▶ [WORK INSTRUCTIONS]: Below are the records. Retype exactly the lines between the lines holding "M737,631L739,608" and "<button>+</button>", inclusive.

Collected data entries

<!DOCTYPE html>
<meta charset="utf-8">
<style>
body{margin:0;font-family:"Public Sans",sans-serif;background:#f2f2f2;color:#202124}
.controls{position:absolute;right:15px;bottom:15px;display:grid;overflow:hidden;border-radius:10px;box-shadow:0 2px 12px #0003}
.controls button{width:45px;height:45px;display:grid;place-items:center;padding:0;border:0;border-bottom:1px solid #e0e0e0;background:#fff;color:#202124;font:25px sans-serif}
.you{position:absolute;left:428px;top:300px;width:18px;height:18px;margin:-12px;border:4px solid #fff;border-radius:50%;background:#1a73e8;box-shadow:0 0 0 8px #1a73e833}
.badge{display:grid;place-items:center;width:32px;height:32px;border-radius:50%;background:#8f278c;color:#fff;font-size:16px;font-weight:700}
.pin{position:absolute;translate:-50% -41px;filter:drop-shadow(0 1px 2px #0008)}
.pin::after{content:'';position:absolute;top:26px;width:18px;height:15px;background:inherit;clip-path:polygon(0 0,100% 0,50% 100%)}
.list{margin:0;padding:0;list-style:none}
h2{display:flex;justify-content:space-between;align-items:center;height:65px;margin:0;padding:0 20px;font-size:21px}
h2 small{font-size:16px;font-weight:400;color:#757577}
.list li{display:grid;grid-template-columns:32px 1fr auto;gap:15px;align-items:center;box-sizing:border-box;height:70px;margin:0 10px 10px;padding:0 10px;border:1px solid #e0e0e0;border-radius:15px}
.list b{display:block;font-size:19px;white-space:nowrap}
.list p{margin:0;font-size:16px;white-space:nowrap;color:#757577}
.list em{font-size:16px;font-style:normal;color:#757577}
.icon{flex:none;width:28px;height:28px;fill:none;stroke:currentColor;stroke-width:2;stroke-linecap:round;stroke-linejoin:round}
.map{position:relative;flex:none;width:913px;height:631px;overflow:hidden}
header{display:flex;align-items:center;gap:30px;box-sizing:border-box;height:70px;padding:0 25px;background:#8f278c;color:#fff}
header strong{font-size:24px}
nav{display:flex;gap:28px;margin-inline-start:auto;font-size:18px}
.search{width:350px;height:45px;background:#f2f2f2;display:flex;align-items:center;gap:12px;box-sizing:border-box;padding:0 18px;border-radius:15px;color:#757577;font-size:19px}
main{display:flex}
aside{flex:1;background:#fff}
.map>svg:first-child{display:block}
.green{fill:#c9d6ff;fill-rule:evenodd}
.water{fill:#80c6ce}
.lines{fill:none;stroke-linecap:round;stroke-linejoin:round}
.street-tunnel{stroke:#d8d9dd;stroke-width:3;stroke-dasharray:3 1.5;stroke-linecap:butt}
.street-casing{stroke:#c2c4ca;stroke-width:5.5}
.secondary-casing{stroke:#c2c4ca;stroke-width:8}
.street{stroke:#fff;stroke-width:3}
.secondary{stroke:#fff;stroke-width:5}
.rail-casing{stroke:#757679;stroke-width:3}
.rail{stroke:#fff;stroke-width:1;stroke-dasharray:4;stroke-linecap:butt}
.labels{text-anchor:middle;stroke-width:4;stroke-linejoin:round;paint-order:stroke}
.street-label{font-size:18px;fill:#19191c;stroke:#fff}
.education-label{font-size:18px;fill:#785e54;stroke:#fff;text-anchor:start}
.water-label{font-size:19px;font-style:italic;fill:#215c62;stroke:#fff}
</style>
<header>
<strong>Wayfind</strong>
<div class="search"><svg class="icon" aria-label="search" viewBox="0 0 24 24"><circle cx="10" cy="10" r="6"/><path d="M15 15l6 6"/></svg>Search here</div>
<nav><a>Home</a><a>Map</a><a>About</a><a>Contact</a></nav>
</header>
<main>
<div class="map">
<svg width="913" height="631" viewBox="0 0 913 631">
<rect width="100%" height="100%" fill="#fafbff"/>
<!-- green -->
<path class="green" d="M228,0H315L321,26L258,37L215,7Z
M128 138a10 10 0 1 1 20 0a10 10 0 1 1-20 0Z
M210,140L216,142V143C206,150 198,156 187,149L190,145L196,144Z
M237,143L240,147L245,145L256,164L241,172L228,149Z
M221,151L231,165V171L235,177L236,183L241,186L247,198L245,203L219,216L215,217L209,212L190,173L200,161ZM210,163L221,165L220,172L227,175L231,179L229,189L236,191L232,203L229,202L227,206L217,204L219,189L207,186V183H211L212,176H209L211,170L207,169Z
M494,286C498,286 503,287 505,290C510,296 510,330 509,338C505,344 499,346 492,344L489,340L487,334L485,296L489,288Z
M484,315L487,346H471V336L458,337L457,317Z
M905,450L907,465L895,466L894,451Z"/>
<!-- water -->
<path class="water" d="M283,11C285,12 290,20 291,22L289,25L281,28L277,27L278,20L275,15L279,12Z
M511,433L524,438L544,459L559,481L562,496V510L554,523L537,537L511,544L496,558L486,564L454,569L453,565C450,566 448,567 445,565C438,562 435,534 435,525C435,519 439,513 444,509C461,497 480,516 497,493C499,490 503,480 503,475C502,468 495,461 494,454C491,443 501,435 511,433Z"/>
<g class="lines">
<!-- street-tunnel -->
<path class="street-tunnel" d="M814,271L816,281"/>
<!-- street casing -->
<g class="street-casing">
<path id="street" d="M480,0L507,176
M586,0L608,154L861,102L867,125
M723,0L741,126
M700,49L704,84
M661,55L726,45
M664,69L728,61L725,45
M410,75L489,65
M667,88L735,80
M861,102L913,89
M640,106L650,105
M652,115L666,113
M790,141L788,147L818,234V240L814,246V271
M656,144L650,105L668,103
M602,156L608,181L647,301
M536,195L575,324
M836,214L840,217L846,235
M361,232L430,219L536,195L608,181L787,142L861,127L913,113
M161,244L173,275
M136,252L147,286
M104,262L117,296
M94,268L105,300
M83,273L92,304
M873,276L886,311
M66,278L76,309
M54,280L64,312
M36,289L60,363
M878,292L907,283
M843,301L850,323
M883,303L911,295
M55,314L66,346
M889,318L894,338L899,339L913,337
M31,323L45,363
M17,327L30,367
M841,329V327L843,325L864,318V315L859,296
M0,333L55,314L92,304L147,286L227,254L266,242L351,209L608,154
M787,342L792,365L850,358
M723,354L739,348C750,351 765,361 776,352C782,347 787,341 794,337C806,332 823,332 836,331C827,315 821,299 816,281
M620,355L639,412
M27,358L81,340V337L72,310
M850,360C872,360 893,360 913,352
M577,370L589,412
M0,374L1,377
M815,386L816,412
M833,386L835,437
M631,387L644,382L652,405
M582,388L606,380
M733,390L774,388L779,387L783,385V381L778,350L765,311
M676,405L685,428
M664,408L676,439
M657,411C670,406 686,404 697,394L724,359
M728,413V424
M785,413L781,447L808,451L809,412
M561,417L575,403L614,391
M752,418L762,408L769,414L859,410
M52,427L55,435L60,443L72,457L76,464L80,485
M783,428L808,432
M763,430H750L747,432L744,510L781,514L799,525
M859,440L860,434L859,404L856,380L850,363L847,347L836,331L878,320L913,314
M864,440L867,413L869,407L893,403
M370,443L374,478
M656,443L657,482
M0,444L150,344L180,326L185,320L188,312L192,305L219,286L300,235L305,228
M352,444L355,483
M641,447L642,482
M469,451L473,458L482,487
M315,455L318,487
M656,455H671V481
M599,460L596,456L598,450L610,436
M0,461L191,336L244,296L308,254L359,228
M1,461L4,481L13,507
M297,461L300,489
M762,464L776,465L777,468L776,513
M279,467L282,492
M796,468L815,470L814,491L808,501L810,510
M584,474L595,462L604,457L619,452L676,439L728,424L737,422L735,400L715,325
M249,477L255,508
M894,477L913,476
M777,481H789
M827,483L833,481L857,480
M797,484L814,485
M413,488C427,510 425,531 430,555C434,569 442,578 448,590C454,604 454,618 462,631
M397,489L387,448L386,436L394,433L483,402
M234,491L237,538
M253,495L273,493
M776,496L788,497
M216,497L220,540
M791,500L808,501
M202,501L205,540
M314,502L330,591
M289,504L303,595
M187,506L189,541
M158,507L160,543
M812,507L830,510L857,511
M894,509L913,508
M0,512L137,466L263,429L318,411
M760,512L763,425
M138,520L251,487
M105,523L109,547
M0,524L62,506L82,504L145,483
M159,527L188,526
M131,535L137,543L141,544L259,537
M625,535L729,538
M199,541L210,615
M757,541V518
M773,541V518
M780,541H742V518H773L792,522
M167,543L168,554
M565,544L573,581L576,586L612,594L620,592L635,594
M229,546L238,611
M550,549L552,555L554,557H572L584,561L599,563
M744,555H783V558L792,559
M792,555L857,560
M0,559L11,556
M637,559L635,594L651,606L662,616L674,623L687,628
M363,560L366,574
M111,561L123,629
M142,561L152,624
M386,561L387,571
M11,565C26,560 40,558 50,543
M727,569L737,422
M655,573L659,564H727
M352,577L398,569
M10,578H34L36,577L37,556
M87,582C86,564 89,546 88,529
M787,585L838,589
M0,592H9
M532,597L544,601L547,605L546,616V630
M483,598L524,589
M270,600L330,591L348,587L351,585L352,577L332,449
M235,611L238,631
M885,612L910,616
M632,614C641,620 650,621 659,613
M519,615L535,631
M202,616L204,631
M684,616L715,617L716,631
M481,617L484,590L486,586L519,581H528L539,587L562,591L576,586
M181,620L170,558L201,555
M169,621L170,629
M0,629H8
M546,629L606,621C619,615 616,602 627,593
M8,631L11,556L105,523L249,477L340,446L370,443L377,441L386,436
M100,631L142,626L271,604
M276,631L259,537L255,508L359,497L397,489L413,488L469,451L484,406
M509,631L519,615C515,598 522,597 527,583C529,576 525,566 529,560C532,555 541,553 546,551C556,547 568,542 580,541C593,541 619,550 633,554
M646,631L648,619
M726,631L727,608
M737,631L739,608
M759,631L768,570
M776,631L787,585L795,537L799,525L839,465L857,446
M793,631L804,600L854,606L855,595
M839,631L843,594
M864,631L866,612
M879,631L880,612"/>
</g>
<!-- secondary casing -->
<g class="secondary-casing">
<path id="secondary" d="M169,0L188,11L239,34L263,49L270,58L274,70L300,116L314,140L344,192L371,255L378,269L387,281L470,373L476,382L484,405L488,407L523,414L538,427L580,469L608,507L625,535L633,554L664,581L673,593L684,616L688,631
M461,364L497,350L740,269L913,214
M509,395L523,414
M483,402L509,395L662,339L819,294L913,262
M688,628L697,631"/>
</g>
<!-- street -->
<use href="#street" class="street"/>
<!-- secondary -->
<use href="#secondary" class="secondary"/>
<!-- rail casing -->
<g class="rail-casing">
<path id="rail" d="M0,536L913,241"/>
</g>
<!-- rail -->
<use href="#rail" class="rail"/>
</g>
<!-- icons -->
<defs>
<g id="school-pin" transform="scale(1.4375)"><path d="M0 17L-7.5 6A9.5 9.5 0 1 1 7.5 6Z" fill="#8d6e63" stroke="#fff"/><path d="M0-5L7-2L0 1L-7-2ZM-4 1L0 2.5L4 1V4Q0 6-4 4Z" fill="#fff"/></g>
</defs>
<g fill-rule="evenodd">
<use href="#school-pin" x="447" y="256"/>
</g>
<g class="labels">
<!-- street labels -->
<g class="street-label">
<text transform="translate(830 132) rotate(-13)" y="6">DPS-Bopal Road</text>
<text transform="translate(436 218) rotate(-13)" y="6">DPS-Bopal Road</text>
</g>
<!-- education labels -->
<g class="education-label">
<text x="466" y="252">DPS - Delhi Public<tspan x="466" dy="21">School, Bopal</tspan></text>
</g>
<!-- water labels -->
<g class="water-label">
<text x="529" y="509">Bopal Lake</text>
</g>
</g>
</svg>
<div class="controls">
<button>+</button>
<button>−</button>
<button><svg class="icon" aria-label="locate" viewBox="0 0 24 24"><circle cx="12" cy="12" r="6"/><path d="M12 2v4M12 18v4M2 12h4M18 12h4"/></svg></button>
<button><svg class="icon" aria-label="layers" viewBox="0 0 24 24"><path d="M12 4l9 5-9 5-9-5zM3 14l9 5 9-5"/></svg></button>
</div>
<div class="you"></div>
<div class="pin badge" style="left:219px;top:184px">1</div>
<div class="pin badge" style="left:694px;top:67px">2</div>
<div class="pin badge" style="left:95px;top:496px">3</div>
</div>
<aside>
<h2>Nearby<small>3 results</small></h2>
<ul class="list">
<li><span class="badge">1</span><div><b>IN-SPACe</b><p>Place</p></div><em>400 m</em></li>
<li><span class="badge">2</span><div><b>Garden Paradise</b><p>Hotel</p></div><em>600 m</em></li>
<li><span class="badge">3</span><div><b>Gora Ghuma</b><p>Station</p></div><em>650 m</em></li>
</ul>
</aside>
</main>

▶ [OUTPUT FOR THIS TASK]:
M737,631L739,608
M759,631L768,570
M776,631L787,585L795,537L799,525L839,465L857,446
M793,631L804,600L854,606L855,595
M839,631L843,594
M864,631L866,612
M879,631L880,612"/>
</g>
<!-- secondary casing -->
<g class="secondary-casing">
<path id="secondary" d="M169,0L188,11L239,34L263,49L270,58L274,70L300,116L314,140L344,192L371,255L378,269L387,281L470,373L476,382L484,405L488,407L523,414L538,427L580,469L608,507L625,535L633,554L664,581L673,593L684,616L688,631
M461,364L497,350L740,269L913,214
M509,395L523,414
M483,402L509,395L662,339L819,294L913,262
M688,628L697,631"/>
</g>
<!-- street -->
<use href="#street" class="street"/>
<!-- secondary -->
<use href="#secondary" class="secondary"/>
<!-- rail casing -->
<g class="rail-casing">
<path id="rail" d="M0,536L913,241"/>
</g>
<!-- rail -->
<use href="#rail" class="rail"/>
</g>
<!-- icons -->
<defs>
<g id="school-pin" transform="scale(1.4375)"><path d="M0 17L-7.5 6A9.5 9.5 0 1 1 7.5 6Z" fill="#8d6e63" stroke="#fff"/><path d="M0-5L7-2L0 1L-7-2ZM-4 1L0 2.5L4 1V4Q0 6-4 4Z" fill="#fff"/></g>
</defs>
<g fill-rule="evenodd">
<use href="#school-pin" x="447" y="256"/>
</g>
<g class="labels">
<!-- street labels -->
<g class="street-label">
<text transform="translate(830 132) rotate(-13)" y="6">DPS-Bopal Road</text>
<text transform="translate(436 218) rotate(-13)" y="6">DPS-Bopal Road</text>
</g>
<!-- education labels -->
<g class="education-label">
<text x="466" y="252">DPS - Delhi Public<tspan x="466" dy="21">School, Bopal</tspan></text>
</g>
<!-- water labels -->
<g class="water-label">
<text x="529" y="509">Bopal Lake</text>
</g>
</g>
</svg>
<div class="controls">
<button>+</button>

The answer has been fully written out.